*Input data*:
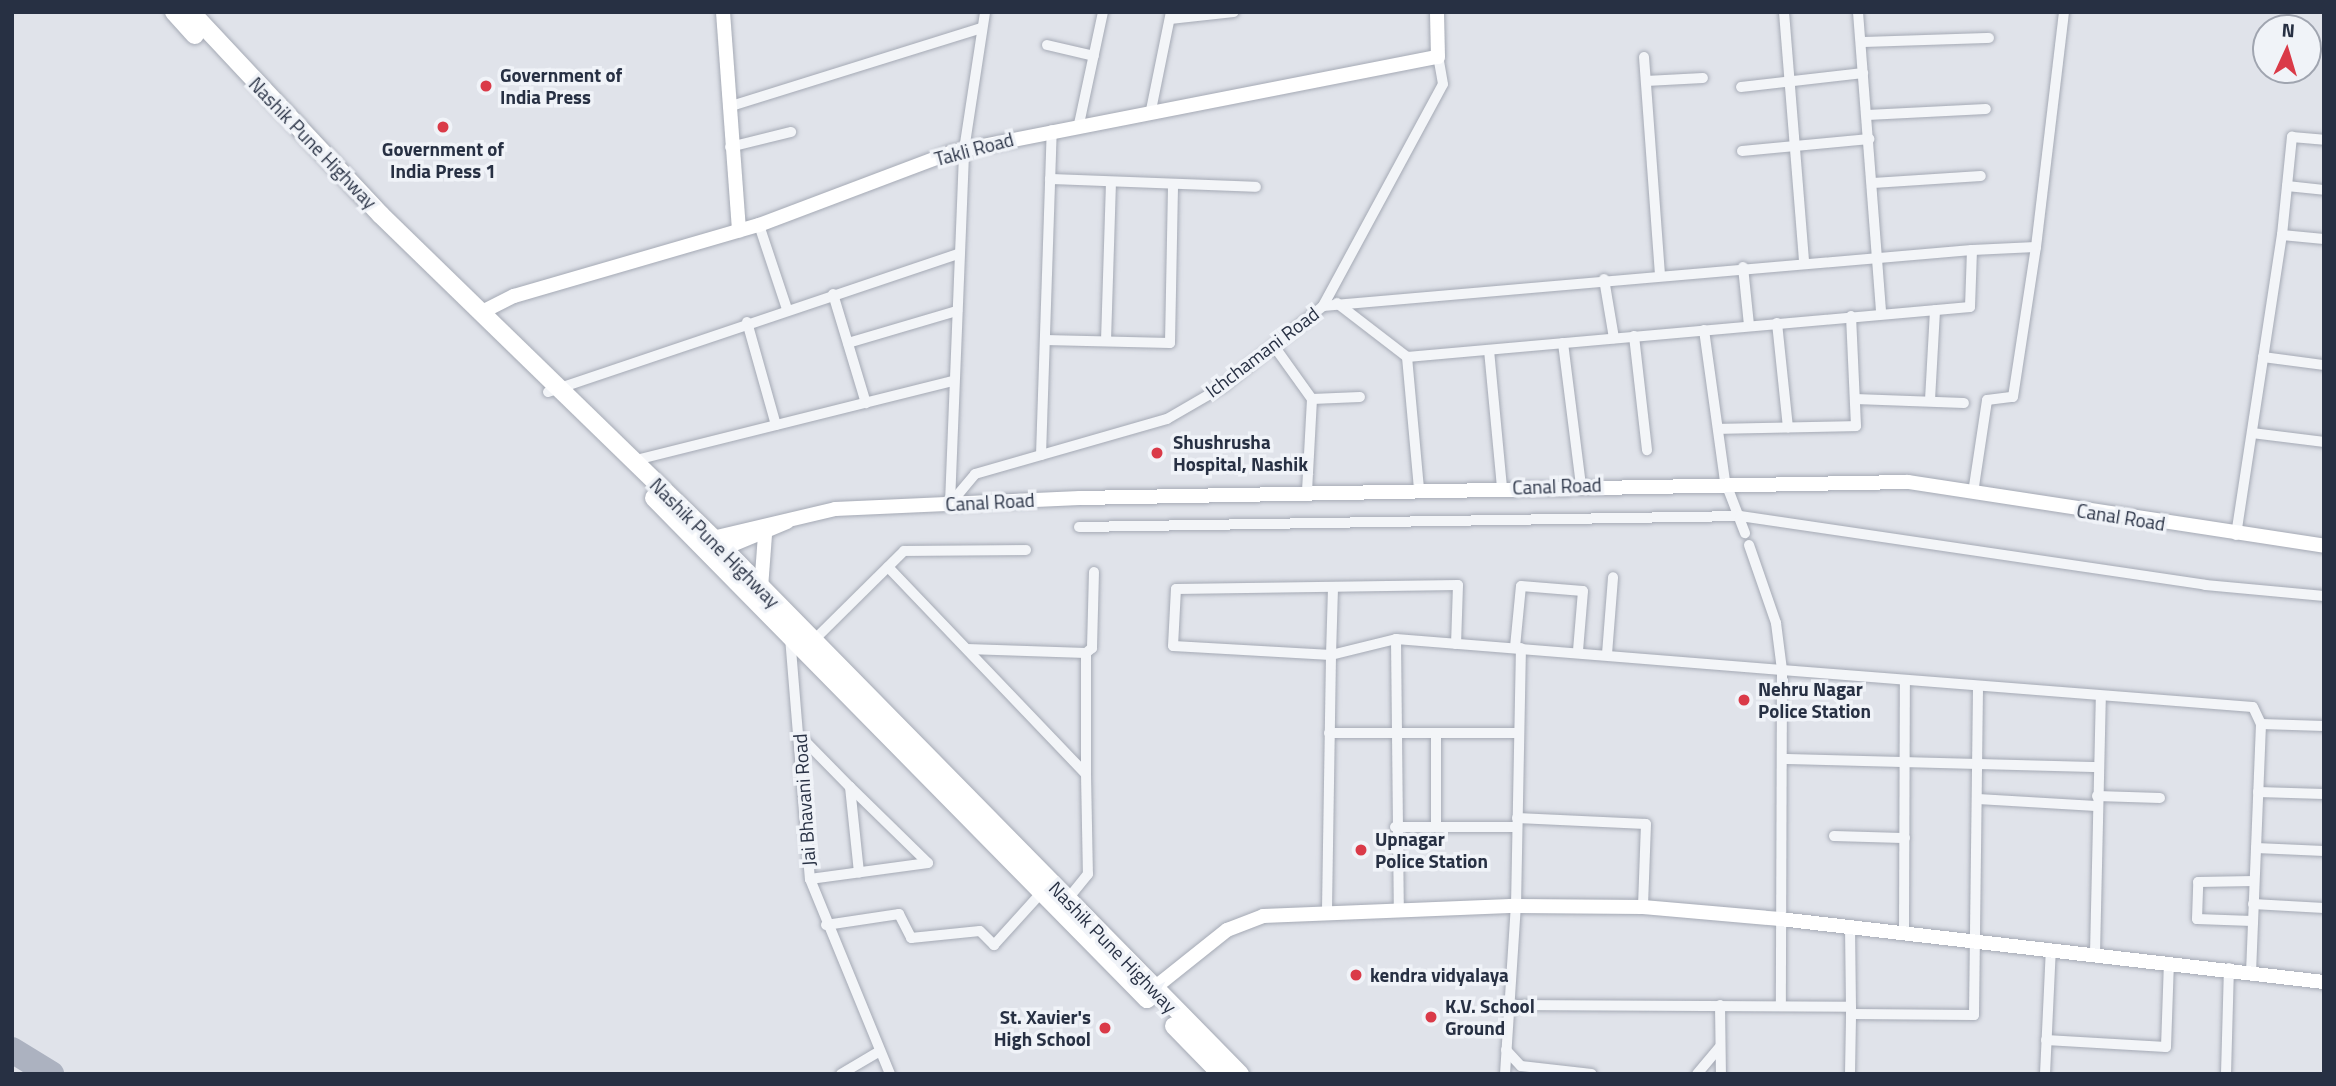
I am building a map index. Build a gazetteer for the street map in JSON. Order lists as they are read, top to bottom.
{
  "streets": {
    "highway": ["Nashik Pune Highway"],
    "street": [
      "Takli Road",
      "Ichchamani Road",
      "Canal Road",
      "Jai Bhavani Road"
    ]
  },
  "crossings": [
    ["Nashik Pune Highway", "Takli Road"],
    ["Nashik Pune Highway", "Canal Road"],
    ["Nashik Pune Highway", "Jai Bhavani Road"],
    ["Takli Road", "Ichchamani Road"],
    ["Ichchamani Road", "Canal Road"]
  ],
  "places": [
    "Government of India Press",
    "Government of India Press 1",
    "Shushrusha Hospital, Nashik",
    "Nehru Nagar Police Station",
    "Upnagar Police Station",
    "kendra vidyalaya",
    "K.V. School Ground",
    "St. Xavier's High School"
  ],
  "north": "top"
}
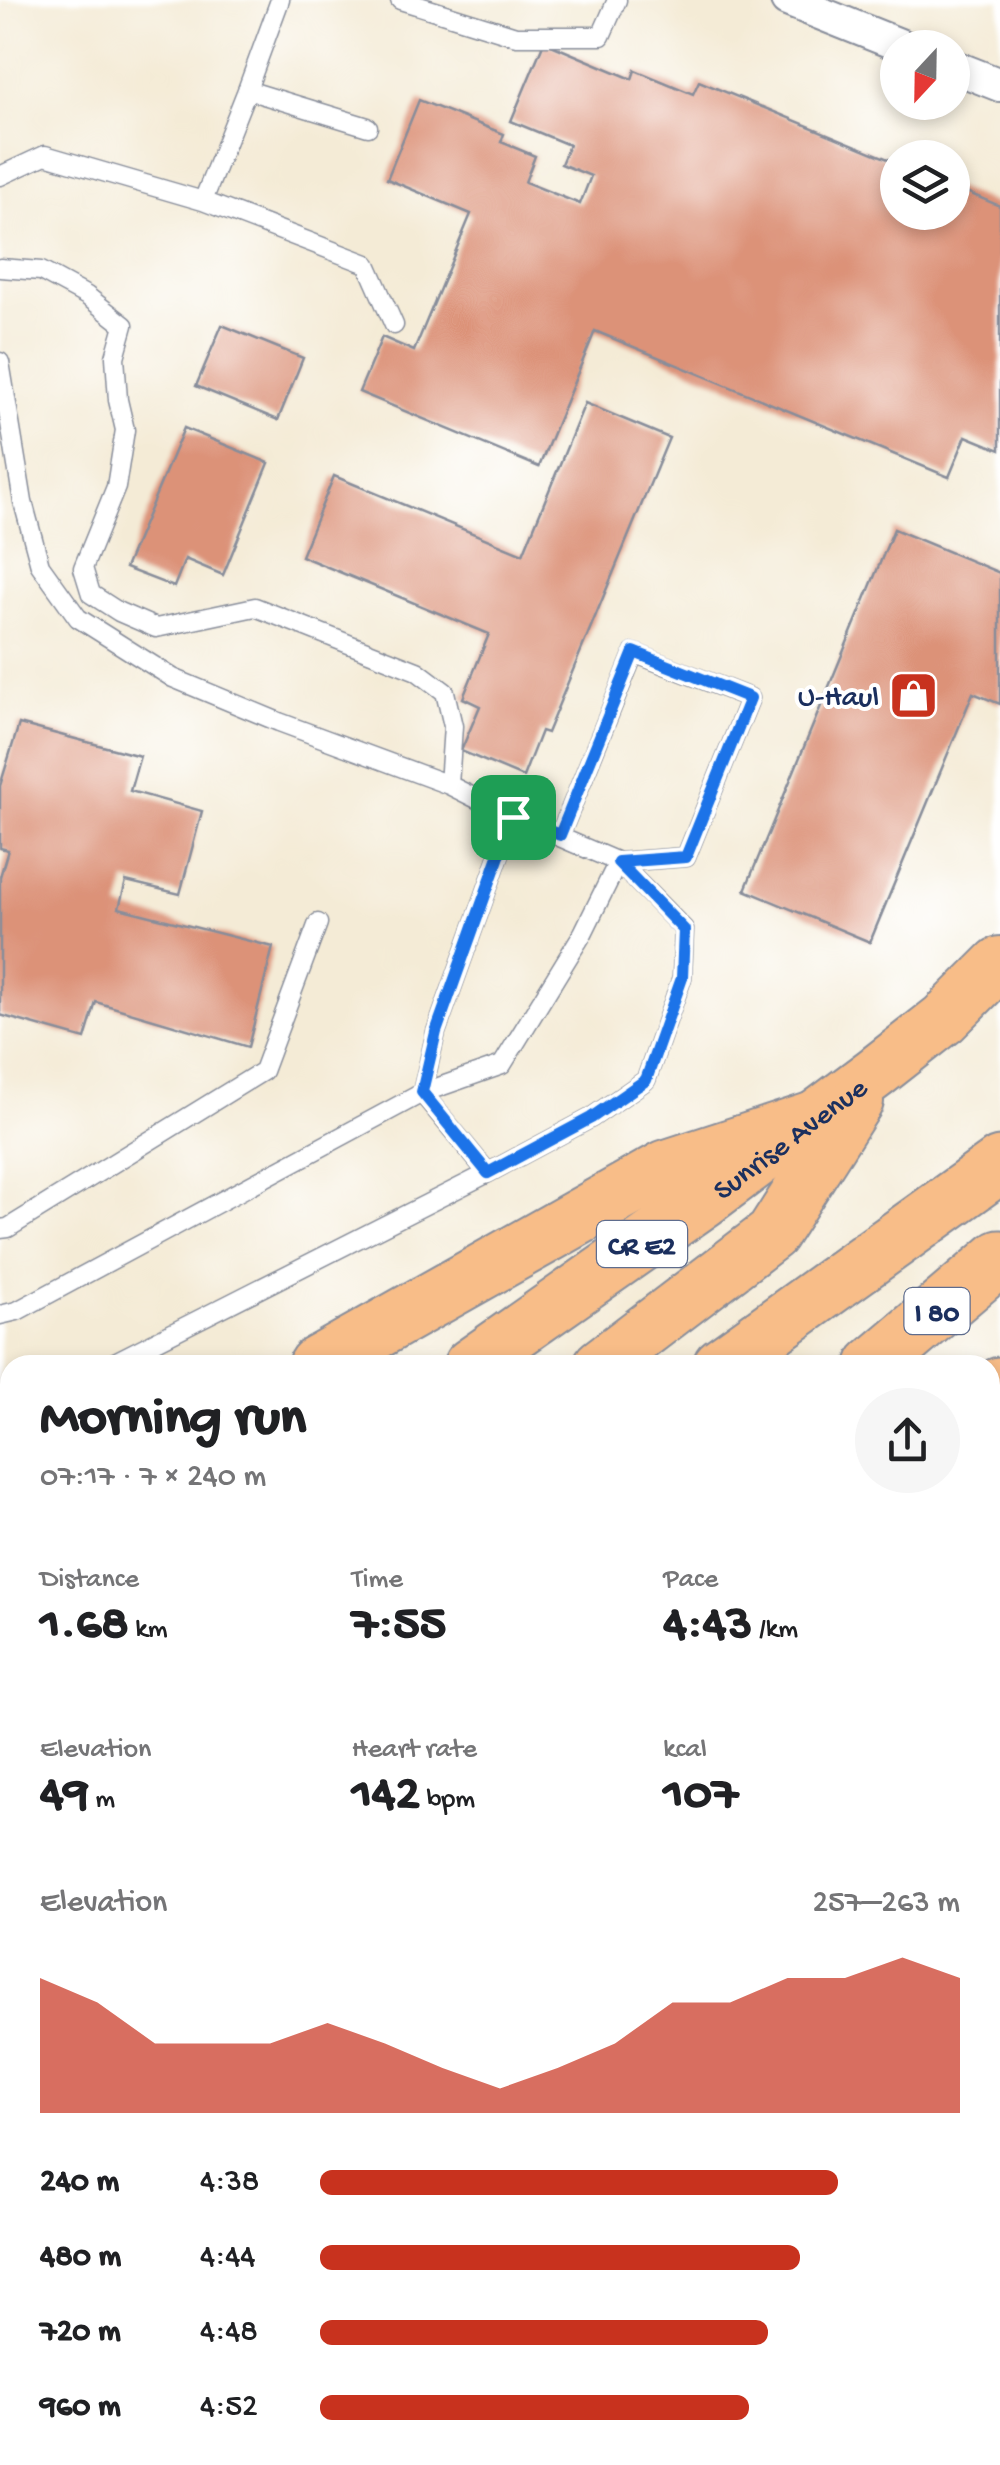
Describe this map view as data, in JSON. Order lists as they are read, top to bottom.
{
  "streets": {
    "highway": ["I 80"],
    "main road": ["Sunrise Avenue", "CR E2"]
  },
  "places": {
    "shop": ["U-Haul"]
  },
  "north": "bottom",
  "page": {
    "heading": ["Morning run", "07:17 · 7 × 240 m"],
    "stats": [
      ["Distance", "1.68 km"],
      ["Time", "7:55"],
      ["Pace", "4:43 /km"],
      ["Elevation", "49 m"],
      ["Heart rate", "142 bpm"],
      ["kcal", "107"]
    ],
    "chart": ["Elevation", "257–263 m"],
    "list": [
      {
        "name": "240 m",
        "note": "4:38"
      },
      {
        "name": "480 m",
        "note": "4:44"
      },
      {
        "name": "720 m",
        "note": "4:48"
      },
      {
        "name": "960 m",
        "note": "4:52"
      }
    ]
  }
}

*Description of the task*: Nothing but the text of the listing should be set down, exactly, with the pictures left behind.

*Written reply*:
I am building a map index. Build a gazetteer for the street map in JSON. Order lists as they are read, top to bottom.
{
  "streets": {
    "highway": ["Nashik Pune Highway"],
    "street": [
      "Takli Road",
      "Ichchamani Road",
      "Canal Road",
      "Jai Bhavani Road"
    ]
  },
  "crossings": [
    ["Nashik Pune Highway", "Takli Road"],
    ["Nashik Pune Highway", "Canal Road"],
    ["Nashik Pune Highway", "Jai Bhavani Road"],
    ["Takli Road", "Ichchamani Road"],
    ["Ichchamani Road", "Canal Road"]
  ],
  "places": [
    "Government of India Press",
    "Government of India Press 1",
    "Shushrusha Hospital, Nashik",
    "Nehru Nagar Police Station",
    "Upnagar Police Station",
    "kendra vidyalaya",
    "K.V. School Ground",
    "St. Xavier's High School"
  ],
  "north": "top"
}
Describe this map view as data, in JSON. Order lists as they are read, top to bottom.
{
  "streets": {
    "highway": ["I 80"],
    "main road": ["Sunrise Avenue", "CR E2"]
  },
  "places": {
    "shop": ["U-Haul"]
  },
  "north": "bottom",
  "page": {
    "heading": ["Morning run", "07:17 · 7 × 240 m"],
    "stats": [
      ["Distance", "1.68 km"],
      ["Time", "7:55"],
      ["Pace", "4:43 /km"],
      ["Elevation", "49 m"],
      ["Heart rate", "142 bpm"],
      ["kcal", "107"]
    ],
    "chart": ["Elevation", "257–263 m"],
    "list": [
      {
        "name": "240 m",
        "note": "4:38"
      },
      {
        "name": "480 m",
        "note": "4:44"
      },
      {
        "name": "720 m",
        "note": "4:48"
      },
      {
        "name": "960 m",
        "note": "4:52"
      }
    ]
  }
}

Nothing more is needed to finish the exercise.